▸ Work required
Go through the data below and copy each line where the word "transit" occurs.

(Input Opens)

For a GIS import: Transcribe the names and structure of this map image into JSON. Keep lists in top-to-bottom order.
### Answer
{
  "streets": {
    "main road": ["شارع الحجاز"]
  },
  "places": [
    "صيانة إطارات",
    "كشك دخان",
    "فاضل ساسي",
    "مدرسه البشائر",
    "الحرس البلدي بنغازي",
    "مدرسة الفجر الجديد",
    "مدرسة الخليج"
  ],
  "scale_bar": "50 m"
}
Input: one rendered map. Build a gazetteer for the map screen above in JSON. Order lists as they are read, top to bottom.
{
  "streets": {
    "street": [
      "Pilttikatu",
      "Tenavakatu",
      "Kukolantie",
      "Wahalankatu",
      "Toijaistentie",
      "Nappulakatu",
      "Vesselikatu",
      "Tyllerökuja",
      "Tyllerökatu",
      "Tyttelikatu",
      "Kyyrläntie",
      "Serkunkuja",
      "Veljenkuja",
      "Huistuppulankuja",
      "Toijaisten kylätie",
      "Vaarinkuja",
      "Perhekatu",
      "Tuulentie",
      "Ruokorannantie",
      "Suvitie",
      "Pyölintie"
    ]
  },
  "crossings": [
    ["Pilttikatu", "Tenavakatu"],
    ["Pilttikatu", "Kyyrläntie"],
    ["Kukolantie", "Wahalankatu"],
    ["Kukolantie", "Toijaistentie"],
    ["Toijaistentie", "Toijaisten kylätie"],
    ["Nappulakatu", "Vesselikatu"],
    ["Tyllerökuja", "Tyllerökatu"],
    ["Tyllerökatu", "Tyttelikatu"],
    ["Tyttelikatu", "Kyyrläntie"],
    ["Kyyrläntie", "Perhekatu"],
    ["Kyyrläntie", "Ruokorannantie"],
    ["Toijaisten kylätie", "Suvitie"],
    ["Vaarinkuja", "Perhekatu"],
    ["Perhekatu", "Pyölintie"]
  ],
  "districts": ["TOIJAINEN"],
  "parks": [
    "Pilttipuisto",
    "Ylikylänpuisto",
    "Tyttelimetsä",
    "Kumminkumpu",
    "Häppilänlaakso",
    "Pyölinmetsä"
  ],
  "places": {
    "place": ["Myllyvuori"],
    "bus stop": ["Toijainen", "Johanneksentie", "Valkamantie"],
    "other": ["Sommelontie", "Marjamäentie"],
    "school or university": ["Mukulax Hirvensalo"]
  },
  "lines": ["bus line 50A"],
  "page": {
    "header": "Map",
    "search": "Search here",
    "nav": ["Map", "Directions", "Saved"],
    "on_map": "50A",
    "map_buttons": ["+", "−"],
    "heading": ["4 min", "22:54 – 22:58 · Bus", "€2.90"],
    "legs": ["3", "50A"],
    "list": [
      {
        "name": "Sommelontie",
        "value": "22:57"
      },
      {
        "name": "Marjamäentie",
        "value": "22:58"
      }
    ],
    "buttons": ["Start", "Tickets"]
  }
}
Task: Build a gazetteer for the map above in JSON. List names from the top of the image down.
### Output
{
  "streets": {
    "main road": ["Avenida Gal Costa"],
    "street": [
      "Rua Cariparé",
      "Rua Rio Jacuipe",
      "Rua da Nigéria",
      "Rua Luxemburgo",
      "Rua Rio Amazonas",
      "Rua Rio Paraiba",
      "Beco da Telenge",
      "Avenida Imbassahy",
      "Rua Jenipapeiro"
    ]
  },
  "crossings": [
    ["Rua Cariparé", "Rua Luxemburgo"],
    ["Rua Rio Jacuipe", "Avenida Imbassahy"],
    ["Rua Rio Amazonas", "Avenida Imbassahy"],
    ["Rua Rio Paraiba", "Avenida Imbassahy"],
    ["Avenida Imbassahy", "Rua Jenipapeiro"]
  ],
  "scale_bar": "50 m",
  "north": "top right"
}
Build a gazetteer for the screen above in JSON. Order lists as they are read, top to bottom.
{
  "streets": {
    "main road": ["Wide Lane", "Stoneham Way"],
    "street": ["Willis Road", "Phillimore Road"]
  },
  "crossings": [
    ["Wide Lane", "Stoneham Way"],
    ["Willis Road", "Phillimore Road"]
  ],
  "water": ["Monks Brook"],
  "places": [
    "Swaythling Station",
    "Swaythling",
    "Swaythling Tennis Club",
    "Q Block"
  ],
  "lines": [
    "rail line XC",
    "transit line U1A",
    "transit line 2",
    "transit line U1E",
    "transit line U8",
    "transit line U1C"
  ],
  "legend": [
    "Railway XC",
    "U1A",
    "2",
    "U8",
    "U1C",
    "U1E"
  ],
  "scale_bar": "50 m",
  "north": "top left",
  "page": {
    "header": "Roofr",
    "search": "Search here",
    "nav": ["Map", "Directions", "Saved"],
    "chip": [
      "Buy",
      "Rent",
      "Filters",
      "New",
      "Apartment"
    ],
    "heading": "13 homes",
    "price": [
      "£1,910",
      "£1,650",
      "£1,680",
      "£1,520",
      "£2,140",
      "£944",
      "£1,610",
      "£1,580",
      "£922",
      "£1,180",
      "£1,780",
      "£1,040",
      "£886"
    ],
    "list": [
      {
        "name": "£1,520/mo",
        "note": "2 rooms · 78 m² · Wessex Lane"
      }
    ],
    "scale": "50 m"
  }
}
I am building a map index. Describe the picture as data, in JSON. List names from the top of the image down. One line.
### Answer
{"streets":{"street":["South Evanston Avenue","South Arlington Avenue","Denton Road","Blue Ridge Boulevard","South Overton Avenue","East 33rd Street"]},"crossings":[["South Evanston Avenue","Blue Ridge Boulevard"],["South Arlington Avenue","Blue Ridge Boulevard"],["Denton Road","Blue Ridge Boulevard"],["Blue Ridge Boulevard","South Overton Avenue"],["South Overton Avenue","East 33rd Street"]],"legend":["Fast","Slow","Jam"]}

(Input Closes)

▸ Exercise output
    "transit line U1A",
    "transit line 2",
    "transit line U1E",
    "transit line U8",
    "transit line U1C"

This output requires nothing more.